▶ [WORK REQUIRED]
Transcribe the data underneath exactly. No images belong in your version.

━━ INFORMATION PROVIDED ━━

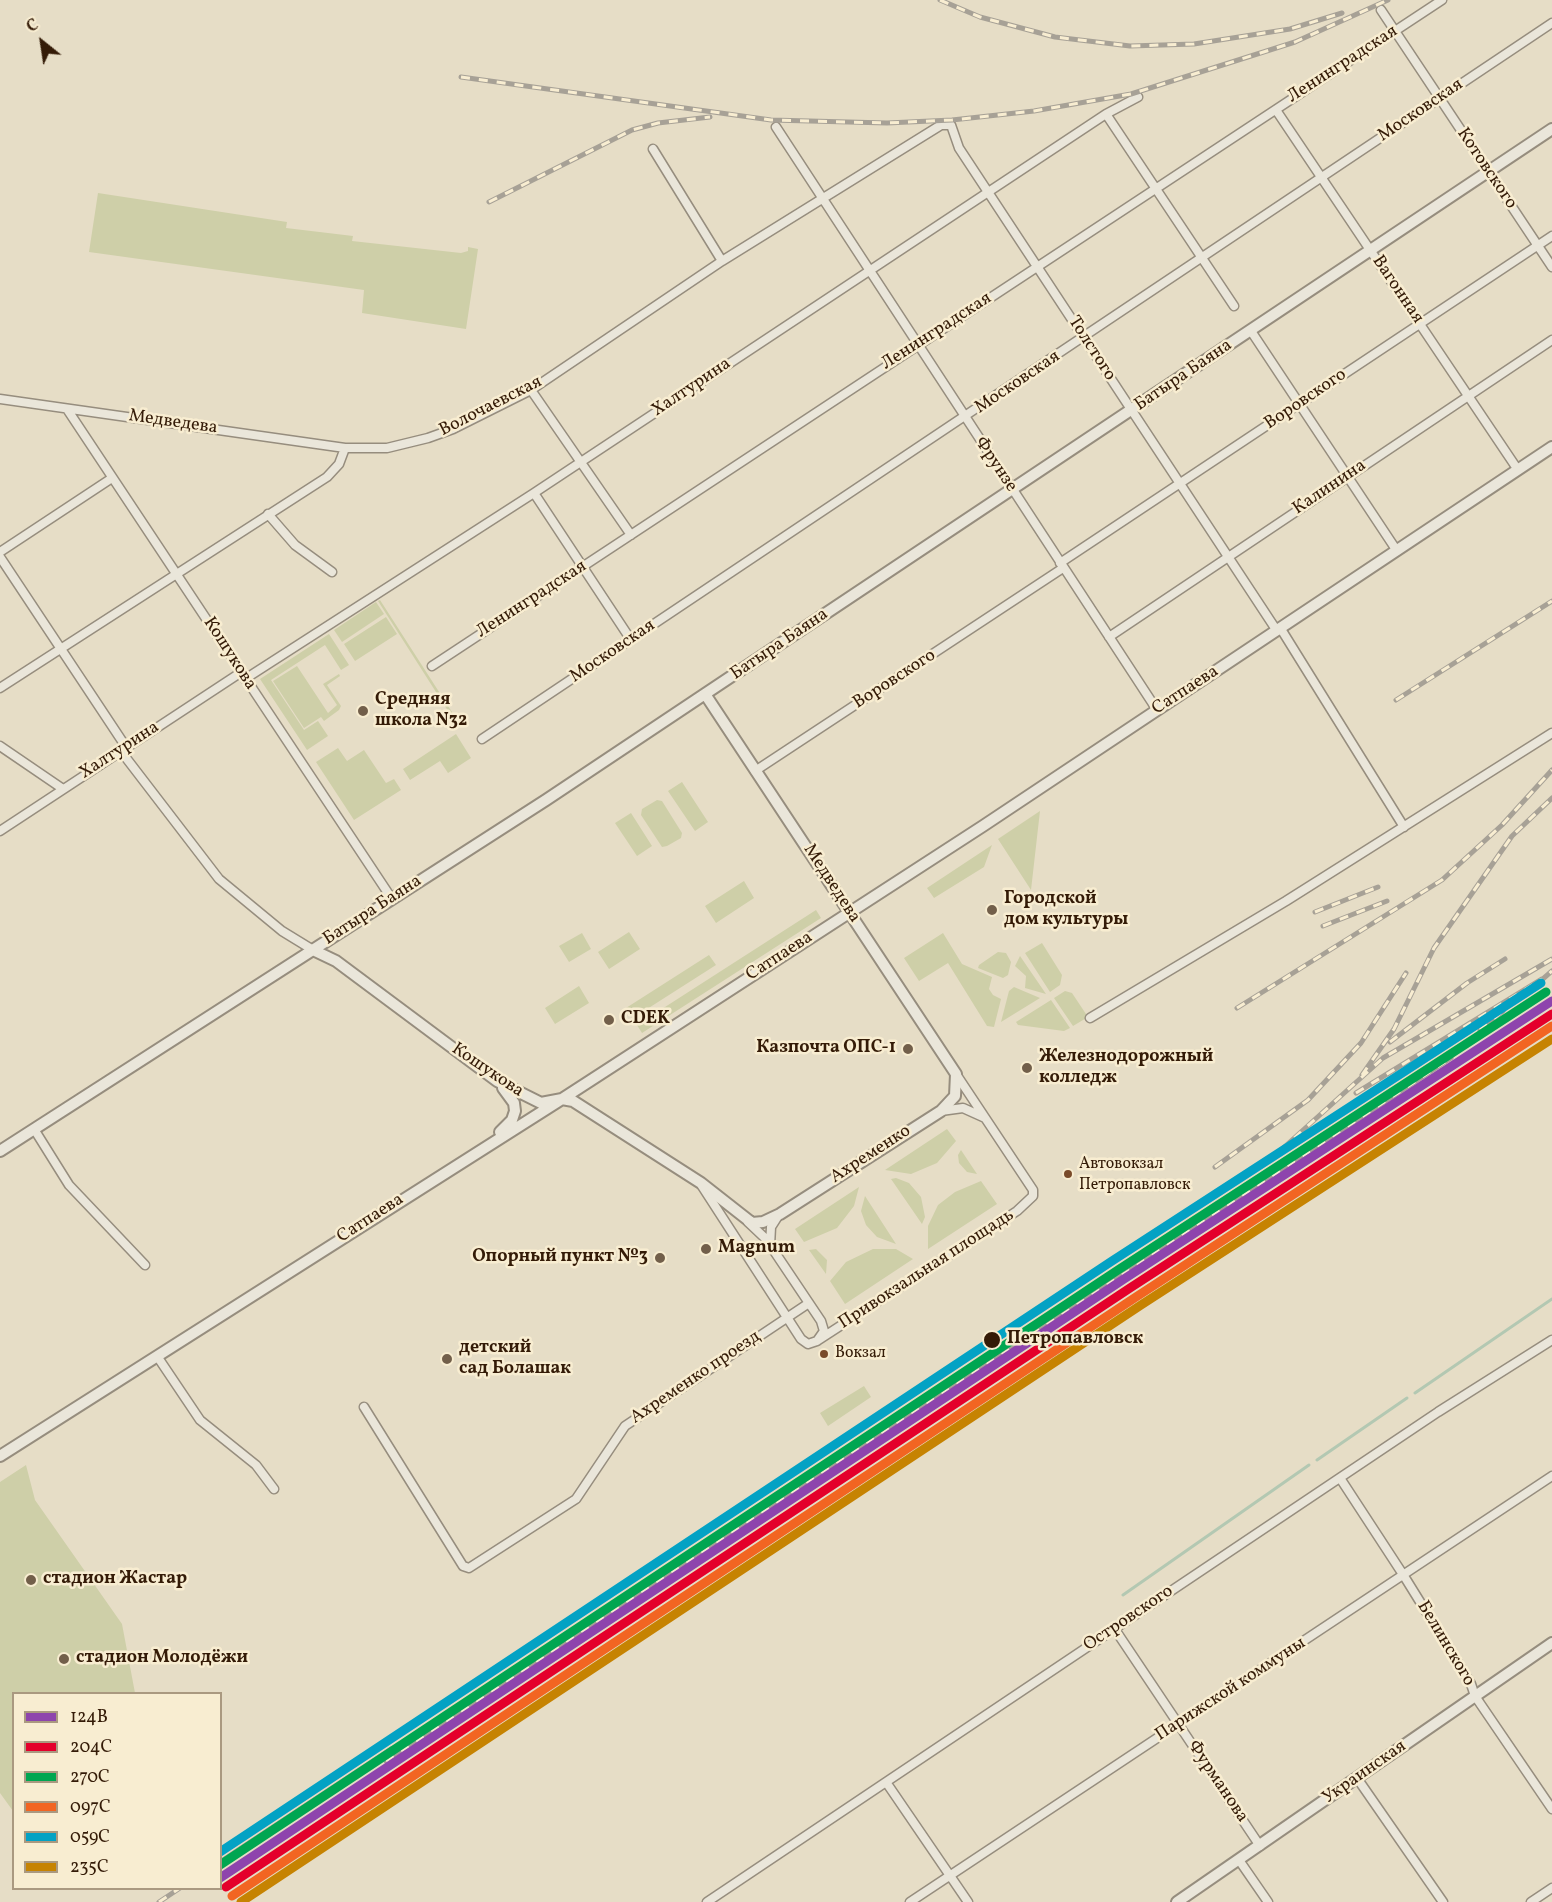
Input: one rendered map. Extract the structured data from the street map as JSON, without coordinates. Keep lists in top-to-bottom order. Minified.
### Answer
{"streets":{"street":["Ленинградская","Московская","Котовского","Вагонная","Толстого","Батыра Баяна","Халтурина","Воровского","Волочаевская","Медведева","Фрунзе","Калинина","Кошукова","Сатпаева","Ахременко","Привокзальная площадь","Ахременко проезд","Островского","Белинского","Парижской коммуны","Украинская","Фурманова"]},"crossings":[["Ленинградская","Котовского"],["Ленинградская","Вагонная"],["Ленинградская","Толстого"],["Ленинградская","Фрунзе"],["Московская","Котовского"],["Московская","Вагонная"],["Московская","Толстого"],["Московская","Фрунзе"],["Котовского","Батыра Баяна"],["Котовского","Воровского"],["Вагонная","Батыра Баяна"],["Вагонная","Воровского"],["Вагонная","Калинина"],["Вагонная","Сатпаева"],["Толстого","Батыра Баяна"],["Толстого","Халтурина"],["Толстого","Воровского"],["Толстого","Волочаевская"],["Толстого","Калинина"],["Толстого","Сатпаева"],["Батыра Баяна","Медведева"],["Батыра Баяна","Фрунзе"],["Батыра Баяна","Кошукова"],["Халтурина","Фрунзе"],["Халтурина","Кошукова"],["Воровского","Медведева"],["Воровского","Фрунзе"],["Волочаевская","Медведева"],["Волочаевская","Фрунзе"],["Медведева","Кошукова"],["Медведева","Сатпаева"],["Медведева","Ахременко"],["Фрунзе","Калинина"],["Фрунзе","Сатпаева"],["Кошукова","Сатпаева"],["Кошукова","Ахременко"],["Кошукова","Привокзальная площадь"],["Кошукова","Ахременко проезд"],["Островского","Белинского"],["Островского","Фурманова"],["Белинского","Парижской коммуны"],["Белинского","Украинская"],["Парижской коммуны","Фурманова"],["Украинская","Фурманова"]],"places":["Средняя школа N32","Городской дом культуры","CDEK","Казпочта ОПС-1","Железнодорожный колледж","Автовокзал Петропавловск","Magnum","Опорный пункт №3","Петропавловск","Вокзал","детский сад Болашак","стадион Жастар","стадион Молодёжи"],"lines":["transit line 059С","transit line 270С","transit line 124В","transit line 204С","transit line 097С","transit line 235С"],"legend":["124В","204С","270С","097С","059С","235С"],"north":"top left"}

━━━

▶ [ANSWER]
Input: one rendered map. Extract the structured data from the street map as JSON, without coordinates. Keep lists in top-to-bottom order. Minified.
### Answer
{"streets":{"street":["Ленинградская","Московская","Котовского","Вагонная","Толстого","Батыра Баяна","Халтурина","Воровского","Волочаевская","Медведева","Фрунзе","Калинина","Кошукова","Сатпаева","Ахременко","Привокзальная площадь","Ахременко проезд","Островского","Белинского","Парижской коммуны","Украинская","Фурманова"]},"crossings":[["Ленинградская","Котовского"],["Ленинградская","Вагонная"],["Ленинградская","Толстого"],["Ленинградская","Фрунзе"],["Московская","Котовского"],["Московская","Вагонная"],["Московская","Толстого"],["Московская","Фрунзе"],["Котовского","Батыра Баяна"],["Котовского","Воровского"],["Вагонная","Батыра Баяна"],["Вагонная","Воровского"],["Вагонная","Калинина"],["Вагонная","Сатпаева"],["Толстого","Батыра Баяна"],["Толстого","Халтурина"],["Толстого","Воровского"],["Толстого","Волочаевская"],["Толстого","Калинина"],["Толстого","Сатпаева"],["Батыра Баяна","Медведева"],["Батыра Баяна","Фрунзе"],["Батыра Баяна","Кошукова"],["Халтурина","Фрунзе"],["Халтурина","Кошукова"],["Воровского","Медведева"],["Воровского","Фрунзе"],["Волочаевская","Медведева"],["Волочаевская","Фрунзе"],["Медведева","Кошукова"],["Медведева","Сатпаева"],["Медведева","Ахременко"],["Фрунзе","Калинина"],["Фрунзе","Сатпаева"],["Кошукова","Сатпаева"],["Кошукова","Ахременко"],["Кошукова","Привокзальная площадь"],["Кошукова","Ахременко проезд"],["Островского","Белинского"],["Островского","Фурманова"],["Белинского","Парижской коммуны"],["Белинского","Украинская"],["Парижской коммуны","Фурманова"],["Украинская","Фурманова"]],"places":["Средняя школа N32","Городской дом культуры","CDEK","Казпочта ОПС-1","Железнодорожный колледж","Автовокзал Петропавловск","Magnum","Опорный пункт №3","Петропавловск","Вокзал","детский сад Болашак","стадион Жастар","стадион Молодёжи"],"lines":["transit line 059С","transit line 270С","transit line 124В","transit line 204С","transit line 097С","transit line 235С"],"legend":["124В","204С","270С","097С","059С","235С"],"north":"top left"}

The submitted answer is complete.